Tradition gegen Moderne
Tradition und Moderne in der Kunst der 1920er Jahre
Beitrag der Serie Außen Quadrat - Innen Biedermeier von Dr. Steffen Raßloff (17.10.2009)
Tradition gegen Moderne
Außen Quadrat - Innen Biedermeier (6): Erfurt war ein Zentrum der klassischen Moderne der “Goldenen Zwanziger”

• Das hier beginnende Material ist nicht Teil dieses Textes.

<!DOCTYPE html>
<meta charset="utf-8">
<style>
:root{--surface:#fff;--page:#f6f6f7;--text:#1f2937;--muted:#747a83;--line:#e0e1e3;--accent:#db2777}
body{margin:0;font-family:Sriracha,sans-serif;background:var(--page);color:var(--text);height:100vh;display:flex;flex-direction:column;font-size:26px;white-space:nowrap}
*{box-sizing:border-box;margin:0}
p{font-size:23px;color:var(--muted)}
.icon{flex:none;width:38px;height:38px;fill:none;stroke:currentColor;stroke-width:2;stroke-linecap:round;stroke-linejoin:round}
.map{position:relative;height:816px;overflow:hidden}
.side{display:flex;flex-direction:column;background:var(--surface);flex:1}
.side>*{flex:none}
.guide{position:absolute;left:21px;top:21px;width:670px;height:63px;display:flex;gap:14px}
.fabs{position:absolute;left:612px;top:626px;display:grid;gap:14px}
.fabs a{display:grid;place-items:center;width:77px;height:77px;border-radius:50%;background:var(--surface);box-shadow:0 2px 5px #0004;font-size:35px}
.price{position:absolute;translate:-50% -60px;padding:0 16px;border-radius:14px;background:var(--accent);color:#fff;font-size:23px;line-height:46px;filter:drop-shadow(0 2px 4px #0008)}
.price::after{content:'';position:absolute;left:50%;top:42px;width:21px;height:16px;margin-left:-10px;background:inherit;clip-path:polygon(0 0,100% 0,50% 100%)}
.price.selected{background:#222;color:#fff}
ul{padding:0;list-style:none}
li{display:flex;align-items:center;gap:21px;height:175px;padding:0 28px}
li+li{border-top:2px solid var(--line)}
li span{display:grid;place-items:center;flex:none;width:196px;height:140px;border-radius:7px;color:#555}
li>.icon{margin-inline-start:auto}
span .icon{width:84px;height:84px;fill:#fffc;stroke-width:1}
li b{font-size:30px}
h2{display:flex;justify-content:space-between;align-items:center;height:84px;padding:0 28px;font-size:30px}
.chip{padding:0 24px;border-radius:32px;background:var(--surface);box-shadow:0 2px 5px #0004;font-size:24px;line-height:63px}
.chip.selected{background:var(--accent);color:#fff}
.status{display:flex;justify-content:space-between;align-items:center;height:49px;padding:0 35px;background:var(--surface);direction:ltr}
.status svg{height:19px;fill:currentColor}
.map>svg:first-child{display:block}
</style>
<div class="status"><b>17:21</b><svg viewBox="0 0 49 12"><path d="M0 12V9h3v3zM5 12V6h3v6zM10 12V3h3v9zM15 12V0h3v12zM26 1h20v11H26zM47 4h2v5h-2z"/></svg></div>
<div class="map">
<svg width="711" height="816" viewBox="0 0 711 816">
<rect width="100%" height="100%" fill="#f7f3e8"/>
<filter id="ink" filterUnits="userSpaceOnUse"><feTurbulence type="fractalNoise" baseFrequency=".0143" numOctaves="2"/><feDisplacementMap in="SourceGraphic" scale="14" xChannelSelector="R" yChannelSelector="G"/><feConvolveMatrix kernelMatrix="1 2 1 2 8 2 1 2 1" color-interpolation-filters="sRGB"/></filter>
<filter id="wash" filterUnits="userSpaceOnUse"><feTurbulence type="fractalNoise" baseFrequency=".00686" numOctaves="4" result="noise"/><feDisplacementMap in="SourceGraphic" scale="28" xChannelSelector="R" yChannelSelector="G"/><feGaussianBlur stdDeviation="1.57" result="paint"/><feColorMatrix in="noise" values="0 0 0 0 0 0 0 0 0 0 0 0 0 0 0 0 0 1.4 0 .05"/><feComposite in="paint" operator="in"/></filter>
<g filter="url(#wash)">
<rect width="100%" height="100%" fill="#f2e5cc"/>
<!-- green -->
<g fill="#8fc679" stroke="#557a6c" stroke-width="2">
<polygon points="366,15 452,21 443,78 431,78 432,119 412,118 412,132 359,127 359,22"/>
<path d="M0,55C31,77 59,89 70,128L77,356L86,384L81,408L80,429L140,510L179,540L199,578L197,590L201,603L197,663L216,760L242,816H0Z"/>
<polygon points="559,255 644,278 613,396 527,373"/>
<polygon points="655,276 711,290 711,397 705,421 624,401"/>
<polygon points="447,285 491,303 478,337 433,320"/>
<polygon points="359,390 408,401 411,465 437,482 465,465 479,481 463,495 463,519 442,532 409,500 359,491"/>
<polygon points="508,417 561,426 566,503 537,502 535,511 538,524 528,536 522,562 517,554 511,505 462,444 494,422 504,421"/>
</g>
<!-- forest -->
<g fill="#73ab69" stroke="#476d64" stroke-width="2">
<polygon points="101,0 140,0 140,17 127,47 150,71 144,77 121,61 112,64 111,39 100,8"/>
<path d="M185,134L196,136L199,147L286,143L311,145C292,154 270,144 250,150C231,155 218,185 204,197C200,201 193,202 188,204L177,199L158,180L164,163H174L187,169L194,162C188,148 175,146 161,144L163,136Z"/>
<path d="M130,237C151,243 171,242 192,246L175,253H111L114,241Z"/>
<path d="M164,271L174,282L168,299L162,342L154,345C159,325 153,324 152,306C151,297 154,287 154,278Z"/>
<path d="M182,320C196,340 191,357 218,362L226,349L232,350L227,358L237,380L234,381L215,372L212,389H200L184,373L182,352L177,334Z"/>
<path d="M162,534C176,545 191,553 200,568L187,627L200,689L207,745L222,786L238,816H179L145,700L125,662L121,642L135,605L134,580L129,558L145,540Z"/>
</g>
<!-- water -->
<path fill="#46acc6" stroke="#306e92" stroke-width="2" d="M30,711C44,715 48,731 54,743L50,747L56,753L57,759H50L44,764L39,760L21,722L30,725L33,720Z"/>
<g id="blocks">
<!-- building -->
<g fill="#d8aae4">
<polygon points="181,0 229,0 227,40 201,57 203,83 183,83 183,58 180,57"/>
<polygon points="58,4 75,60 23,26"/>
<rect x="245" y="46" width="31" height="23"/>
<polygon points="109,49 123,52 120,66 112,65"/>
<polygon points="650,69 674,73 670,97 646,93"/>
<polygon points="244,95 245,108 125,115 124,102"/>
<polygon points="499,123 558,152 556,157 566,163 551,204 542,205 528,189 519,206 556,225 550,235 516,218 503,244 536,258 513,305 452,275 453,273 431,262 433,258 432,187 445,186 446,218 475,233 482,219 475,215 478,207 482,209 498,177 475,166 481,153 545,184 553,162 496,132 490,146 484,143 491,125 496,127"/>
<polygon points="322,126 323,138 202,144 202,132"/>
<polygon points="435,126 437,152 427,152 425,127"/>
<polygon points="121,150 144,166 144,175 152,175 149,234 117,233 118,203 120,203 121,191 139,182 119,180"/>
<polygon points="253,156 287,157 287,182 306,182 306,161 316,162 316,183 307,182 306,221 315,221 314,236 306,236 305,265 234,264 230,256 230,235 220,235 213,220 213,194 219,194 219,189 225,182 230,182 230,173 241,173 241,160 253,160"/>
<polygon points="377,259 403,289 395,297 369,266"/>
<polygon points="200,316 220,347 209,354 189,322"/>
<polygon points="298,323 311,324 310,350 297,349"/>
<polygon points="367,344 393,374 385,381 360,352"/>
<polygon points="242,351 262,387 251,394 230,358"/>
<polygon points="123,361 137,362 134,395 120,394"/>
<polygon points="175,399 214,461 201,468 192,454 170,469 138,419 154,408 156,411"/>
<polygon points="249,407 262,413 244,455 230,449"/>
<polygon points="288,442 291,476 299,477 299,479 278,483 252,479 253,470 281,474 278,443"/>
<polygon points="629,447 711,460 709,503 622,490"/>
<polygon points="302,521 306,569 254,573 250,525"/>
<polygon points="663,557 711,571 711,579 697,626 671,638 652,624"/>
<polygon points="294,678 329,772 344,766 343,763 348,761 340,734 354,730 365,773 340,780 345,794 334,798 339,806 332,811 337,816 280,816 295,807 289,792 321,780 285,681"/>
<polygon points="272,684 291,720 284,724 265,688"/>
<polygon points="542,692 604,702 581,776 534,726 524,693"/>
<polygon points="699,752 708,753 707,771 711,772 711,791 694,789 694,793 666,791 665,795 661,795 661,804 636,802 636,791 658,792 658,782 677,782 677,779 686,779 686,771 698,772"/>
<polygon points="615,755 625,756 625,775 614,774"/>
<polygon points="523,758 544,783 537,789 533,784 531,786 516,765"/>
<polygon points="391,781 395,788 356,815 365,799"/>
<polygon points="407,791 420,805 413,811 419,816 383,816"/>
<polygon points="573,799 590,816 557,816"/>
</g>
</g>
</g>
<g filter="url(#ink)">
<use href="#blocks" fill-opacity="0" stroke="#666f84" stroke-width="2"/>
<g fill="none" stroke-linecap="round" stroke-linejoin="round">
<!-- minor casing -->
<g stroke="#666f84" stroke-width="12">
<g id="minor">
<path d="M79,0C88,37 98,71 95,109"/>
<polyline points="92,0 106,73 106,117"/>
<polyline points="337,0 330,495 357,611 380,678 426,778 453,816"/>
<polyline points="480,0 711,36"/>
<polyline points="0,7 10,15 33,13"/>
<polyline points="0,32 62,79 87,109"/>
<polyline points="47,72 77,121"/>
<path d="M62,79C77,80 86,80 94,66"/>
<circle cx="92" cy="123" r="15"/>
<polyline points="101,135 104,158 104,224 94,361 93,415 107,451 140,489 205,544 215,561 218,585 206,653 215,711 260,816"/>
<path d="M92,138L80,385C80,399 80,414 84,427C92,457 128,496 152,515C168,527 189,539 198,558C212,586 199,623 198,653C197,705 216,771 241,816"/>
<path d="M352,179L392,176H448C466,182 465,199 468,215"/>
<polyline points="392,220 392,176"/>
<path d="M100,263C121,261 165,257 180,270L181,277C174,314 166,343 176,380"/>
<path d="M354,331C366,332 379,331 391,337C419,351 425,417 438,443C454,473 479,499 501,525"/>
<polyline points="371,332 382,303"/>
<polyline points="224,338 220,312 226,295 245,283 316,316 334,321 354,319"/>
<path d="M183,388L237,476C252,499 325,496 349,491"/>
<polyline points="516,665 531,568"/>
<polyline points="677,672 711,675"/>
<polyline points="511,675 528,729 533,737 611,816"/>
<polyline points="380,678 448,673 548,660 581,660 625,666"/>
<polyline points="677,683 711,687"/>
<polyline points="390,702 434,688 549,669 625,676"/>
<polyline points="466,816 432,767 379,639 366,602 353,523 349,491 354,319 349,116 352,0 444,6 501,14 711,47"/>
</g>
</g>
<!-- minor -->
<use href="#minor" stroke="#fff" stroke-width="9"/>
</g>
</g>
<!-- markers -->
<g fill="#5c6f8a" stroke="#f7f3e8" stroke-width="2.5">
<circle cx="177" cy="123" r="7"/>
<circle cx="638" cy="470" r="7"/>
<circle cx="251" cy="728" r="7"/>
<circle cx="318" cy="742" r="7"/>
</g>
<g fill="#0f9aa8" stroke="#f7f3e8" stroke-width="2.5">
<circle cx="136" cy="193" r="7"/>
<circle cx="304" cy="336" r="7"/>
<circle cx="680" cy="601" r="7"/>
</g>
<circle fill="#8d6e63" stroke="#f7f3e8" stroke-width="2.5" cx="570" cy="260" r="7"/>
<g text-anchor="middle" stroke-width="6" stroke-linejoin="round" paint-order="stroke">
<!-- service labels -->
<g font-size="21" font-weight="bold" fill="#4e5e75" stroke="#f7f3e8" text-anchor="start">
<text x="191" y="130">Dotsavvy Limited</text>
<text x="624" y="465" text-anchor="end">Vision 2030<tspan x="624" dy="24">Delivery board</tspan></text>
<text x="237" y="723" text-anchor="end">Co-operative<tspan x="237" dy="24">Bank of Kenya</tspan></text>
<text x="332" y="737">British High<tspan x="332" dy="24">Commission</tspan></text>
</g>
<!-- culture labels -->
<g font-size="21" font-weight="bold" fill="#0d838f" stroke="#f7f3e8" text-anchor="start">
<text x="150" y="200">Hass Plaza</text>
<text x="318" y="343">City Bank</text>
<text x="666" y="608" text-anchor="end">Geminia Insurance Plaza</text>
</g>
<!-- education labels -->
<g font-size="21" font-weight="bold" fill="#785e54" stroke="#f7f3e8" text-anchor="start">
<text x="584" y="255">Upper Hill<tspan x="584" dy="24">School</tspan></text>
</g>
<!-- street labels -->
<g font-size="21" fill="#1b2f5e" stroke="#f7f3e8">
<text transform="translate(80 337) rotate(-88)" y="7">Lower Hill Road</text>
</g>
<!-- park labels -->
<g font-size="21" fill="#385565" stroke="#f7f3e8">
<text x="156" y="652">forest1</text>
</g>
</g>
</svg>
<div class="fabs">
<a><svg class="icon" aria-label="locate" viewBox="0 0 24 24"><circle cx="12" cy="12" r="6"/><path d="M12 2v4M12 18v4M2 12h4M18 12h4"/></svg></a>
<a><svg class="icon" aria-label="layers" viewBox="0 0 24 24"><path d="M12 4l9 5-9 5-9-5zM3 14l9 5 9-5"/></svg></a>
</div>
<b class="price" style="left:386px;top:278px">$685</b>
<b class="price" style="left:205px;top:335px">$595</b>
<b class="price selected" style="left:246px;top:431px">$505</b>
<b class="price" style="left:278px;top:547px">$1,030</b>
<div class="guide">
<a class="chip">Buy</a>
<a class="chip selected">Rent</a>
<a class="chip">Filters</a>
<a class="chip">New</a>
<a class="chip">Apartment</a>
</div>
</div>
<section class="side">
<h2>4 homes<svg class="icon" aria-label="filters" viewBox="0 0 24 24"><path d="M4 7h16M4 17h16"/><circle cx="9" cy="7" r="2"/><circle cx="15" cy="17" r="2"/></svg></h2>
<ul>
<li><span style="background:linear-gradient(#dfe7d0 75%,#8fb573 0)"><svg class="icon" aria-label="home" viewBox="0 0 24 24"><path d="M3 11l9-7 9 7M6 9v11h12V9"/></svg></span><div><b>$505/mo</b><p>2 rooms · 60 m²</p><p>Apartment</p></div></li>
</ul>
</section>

Die Dom-Gemälde von Christian Rohlfs und Walter Corsep symbolisieren die kulturellen Spannungen in den 1920er Jahren, wie sie in den heftigen Diskussionen der “Erfurter Museumsfrage” zur Entladung kamen (siehe Abb., Dirk Urban). Das Stadtmuseum war zu einem Zentrum der klassischen Moderne aufgestiegen, was die Hüter der Tradition auf den Plan rief.
Das Ensemble von Dom und Severikirche ist das wohl beliebteste Bildmotiv unserer Stadt. Es bildet auch in der aktuellen Sonderausstellung des Stadtmuseums einen Dreh- und Angelpunkt zum Verständnis der kulturellen Diskussionen der 1920er Jahre. Zwei Bilder von Künstlern, wie sie unterschiedlicher kaum sein könnten, laden den Besucher zum unmittelbaren Vergleich ein. Der bekannte Expressionist Christian Rohlfs bildete Dom und Severiekirche ganz im Stile der klassischen Moderne ab, während Heimatmaler Walter Corsep eine traditionelle Ansicht mit romantischer Szenerie des alten Erfurt bietet.
So friedlich, wie die beiden Dom-Ansichten nebeneinander stehen, verhielten sich die Kunstrichtungen keineswegs. Vielmehr entspann sich ein heftiger Disput, der Erfurt in die Schlagzeilen brachte. Denn die Stadt entwickelte sich in der Weimarer Republik zu einem nationalen Brennpunkt moderner Kultur. Das Statdmuseum konnte unter den Direktoren Edwin Redslob, Walter Kaesbach und Herbert Kunze dank der Unterstützung des jüdischen Schuhfabrikanten Alfred Hess eine der bedeutendsten Sammlungen des Expressionismus in Deutschland aufbauen. Obwohl die NS-Diktatur 1937 die Sammlung weitgehend zerstört hat, erinnern der Heckelraum im Angermuseum (1922/24) und einige hochkarätige Kunstwerke noch heute an diesen kulturellen Höhenflug.
Allerdings geriet das Museum rasch in die Schusslinien der Politik. Von den gemäßigten Kräften in Bürgertum und Arbeiterschaft unterstützt, lehnte das konservative Bürgertum die moderne Kunst der 1920er Jahre, insbesondere den Expressionismus mit seiner Abkehr von traditionellen Kunstkonventionen entschieden ab. Diese Konfrontation zwischen “Quadrat” und “Biedermeier”, zwischen künstlerischem Aufbruch und Beharrung symbolisiert sich schlaglichtartig in den Gemälden von Rohlfs und Corsep.
Darüber hinaus verweist die üble Hetze Corseps gegen die Museumsleitung und den „jüdischen Kulturbolschewisten“ Hess auf das politische Spannungsfeld, in dem sich moderne Kultur in jener Zeit bewegte. Illustriert wird dies durch eine Auswahl antisemitischer Karikaturen desselben Walter Corsep, der den Domplatz so romantisch in Szene gesetzt hat. Auch der Rechtsextremist Adolf Schmalix und die NSDAP verschrieben sich diesem aggressiven “Kulturkampf”. So verhängnisvoll die Entwicklung auch war, sollte man aber versuchen, sich in die Perspektive der Zeitgenossen hinein zu versetzen. Ein unbefangener Vergleich beider Dom-Bilder hat manchen Museumsbesucher eher zu Corsep tendieren lassen. Um so mehr bot diese Ablehnung der Moderne “aus dem Bauch” heraus vor acht Jahrzehnten den Ansatzpunkt für Hetze gegen die “entartete Kunst” der Weimarer Republik.